I have to fly often for work.

Usually I fly as early in the day as possible. It generally maximizes the chance of the flight leaving on time and making connections, and also leaves the most time to make same-day corrections if something goes wrong.

A useful side benefit, is there are fewer families flying with 6am departure times.

Re Jenni, yeah she doesn't own the seat as such, but she did reserve a seat with particular features, e.g. a window. I want those not for the view as much as it's easier to sleep and less chance of being disturbed by other passengers' bladder calls - so I wouldn't be particularly eager to give it up for no good reason. (Of which satisfying a screaming ill-mannered toddler is not among them.)

(Edited for fumble-fingering and smell-check errors...)

Expand full comment
Tom from WNY's avatar

I hate to fly. As The Stupid Administrations (TSA) got more stupid, I no longer was able to tolerate the whole experience. I now drive; everyone is much happier.

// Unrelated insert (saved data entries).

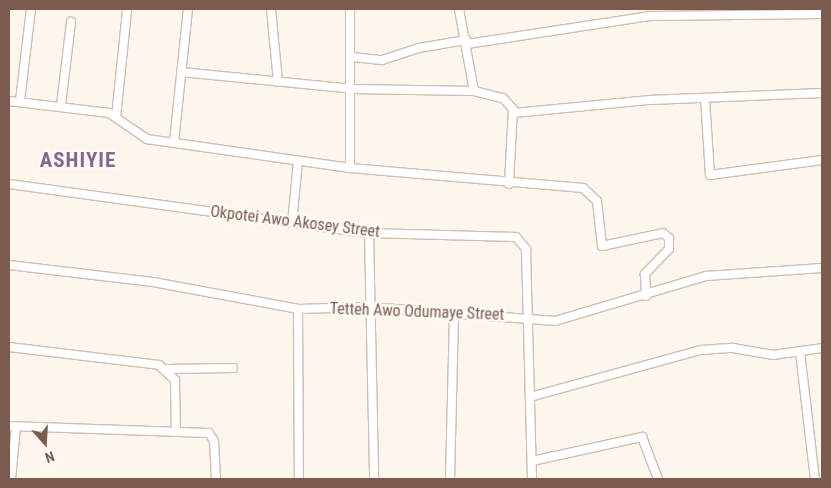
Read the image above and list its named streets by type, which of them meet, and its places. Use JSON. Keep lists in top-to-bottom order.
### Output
{
  "streets": {
    "street": ["Okpotei Awo Akosey Street", "Tetteh Awo Odumaye Street"]
  },
  "crossings": [
    ["Okpotei Awo Akosey Street", "Tetteh Awo Odumaye Street"]
  ],
  "districts": ["ASHIYIE"],
  "north": "bottom"
}
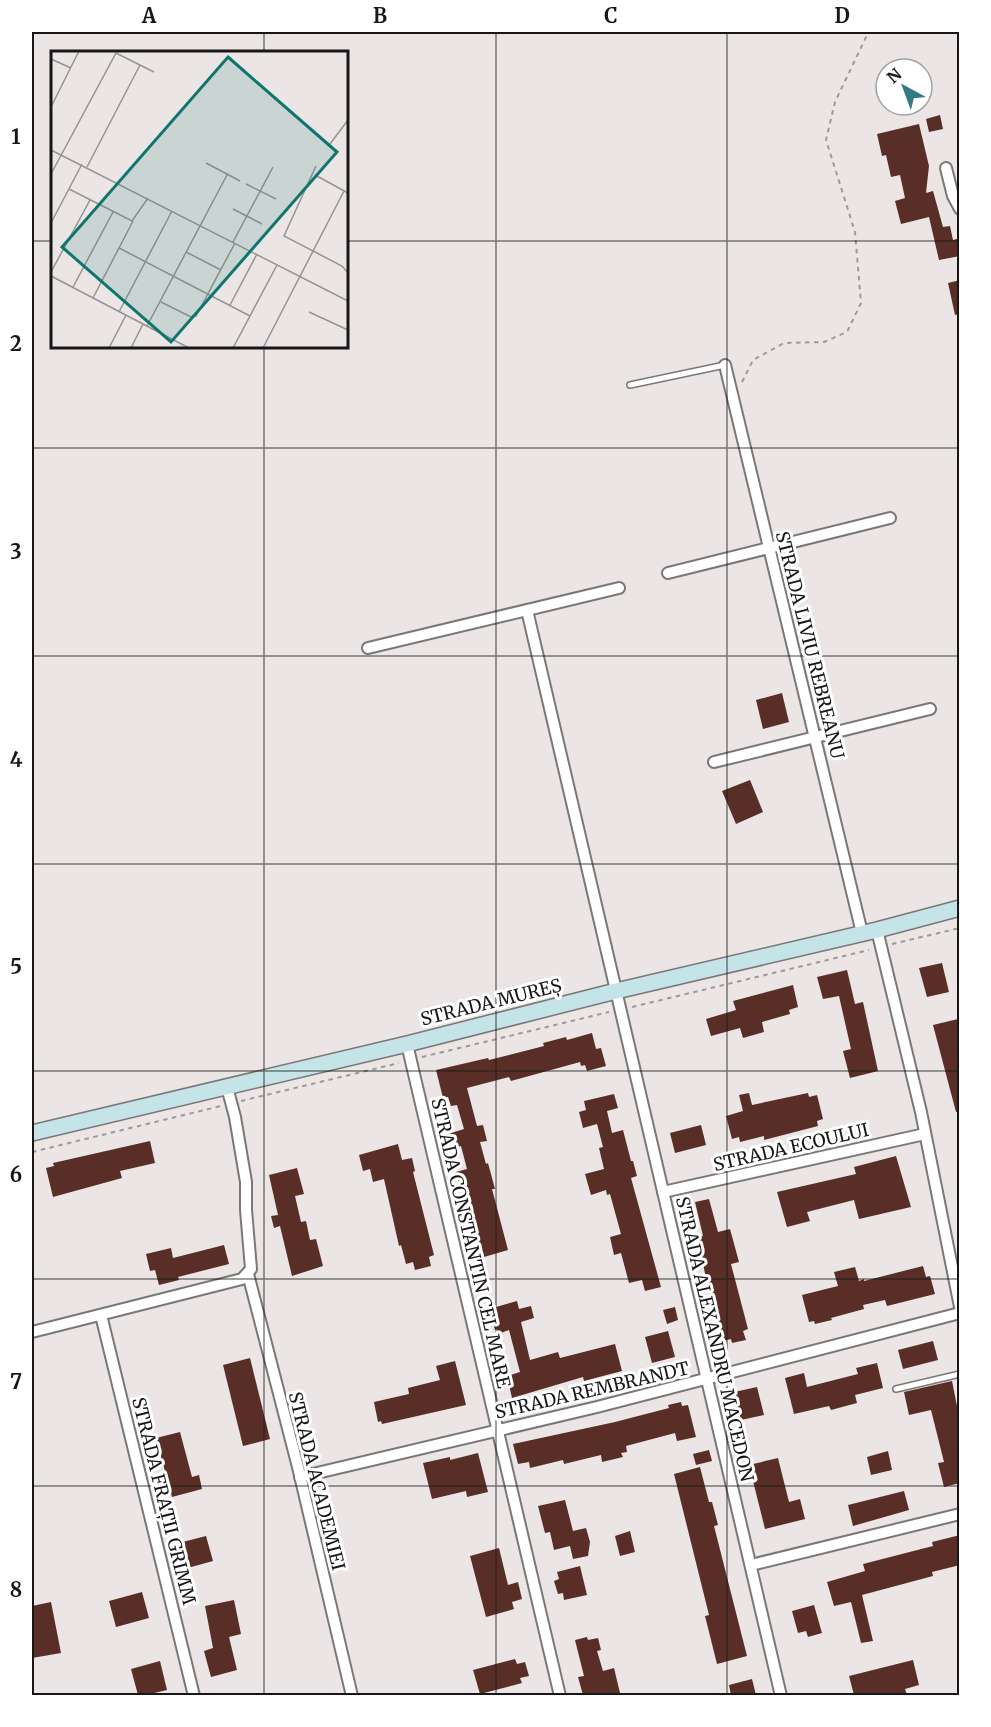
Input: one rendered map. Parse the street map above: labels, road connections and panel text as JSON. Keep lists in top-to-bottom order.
{
  "streets": {
    "street": [
      "STRADA LIVIU REBREANU",
      "STRADA MUREȘ",
      "STRADA ECOULUI",
      "STRADA CONSTANTIN CEL MARE",
      "STRADA ALEXANDRU MACEDON",
      "STRADA REMBRANDT",
      "STRADA ACADEMIEI",
      "STRADA FRAȚII GRIMM"
    ]
  },
  "crossings": [
    ["STRADA LIVIU REBREANU", "STRADA MUREȘ"],
    ["STRADA LIVIU REBREANU", "STRADA ECOULUI"],
    ["STRADA MUREȘ", "STRADA CONSTANTIN CEL MARE"],
    ["STRADA MUREȘ", "STRADA ALEXANDRU MACEDON"],
    ["STRADA MUREȘ", "STRADA ACADEMIEI"],
    ["STRADA ECOULUI", "STRADA ALEXANDRU MACEDON"],
    ["STRADA CONSTANTIN CEL MARE", "STRADA REMBRANDT"],
    ["STRADA ALEXANDRU MACEDON", "STRADA REMBRANDT"],
    ["STRADA REMBRANDT", "STRADA ACADEMIEI"]
  ],
  "north": "top left",
  "grid": {
    "columns": [
      "A",
      "B",
      "C",
      "D"
    ],
    "rows": [
      "1",
      "2",
      "3",
      "4",
      "5",
      "6",
      "7",
      "8"
    ]
  }
}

FYI nothing makes a transcontinental flight better like a kid screaming constantly with a full diaper.

Expand full comment
Steve S6's avatar

You rent the seat, with caveats. 450# passenger needs 2 seats (pays for one)? Yeah, you're bumped, right off the flight if it's full.

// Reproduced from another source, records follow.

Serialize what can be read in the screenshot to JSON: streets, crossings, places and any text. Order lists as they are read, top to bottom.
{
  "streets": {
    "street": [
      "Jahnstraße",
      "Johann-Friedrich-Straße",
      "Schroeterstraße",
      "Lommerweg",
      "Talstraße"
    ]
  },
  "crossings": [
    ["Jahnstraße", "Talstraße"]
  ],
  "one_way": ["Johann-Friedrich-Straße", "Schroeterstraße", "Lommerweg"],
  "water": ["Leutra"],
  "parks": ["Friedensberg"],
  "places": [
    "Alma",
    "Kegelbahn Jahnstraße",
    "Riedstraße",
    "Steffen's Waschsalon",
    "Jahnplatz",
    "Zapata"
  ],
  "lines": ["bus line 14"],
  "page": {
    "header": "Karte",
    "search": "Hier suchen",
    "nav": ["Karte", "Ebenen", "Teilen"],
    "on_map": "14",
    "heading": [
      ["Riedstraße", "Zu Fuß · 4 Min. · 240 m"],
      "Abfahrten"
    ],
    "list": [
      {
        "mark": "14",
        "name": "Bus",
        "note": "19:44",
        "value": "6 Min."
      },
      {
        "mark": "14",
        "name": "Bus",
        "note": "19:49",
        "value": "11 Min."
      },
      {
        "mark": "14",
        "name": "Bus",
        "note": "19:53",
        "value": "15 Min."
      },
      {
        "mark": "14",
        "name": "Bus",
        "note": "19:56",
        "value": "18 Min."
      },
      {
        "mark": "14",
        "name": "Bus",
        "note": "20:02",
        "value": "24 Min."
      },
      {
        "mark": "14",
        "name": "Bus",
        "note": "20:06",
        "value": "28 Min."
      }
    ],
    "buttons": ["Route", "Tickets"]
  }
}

I didn't care for flying even back in the late 70s when you got meals not peanuts, when you could transfer tickets across airlines, and if you missed your flight and it wasn't the last one of the day there was one or two more ways of getting to your destination that same day. Oh, and business attire got you well treated vs. casual clothes (you didn't see sweatpants back then). Now we're fortunate we can say we don't fly and if we can't get there driving we aren't going.

Expand full comment
Blind Archer's avatar

I've seen people try to make it go the other way with the 450# passengers, too. As in, the "large" person understands they are large and voluntarily buys two tickets so they can have two seats, and someone tries to shame them into giving one up and letting someone else sit in their "second seat". For free, without compensating them for the double-fare they bought with actual money.

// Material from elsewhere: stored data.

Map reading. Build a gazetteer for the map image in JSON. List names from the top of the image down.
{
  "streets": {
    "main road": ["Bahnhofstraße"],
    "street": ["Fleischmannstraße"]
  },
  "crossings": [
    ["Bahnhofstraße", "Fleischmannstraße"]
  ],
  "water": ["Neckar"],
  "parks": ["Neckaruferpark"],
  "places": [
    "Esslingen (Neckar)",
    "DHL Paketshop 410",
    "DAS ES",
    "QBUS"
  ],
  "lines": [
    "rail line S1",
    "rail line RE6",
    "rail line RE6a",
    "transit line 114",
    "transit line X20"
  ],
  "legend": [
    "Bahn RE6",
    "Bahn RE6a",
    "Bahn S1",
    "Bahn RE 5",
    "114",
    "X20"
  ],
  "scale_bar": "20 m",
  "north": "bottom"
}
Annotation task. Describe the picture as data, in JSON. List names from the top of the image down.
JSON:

No, they paid for two, they get two. Even if they're normal-sized and only need one, if they bought a second ticket just to have an empty seat as a buffer space (still cheaper than First Class, which I will never understand), that's their prerogative.

Some professional musicians will do this, too; their instruments are sometimes worth millions of dollars and are literally irreplaceable (ever try to source a replacement for a 300-year-old Stradivarius violin on short notice?), and they don't want to let it out of their sight, let alone subject it to "checked baggage". So they purchase two tickets: one for themselves, one for their instrument. Same principle applies, they paid for two, they get two.

It's a VERY small step to go from "You bought two but we think you only need one, so we're taking the second one you paid for," to "You bought one but we think this other person needs it more than you, so we're taking the one you paid for."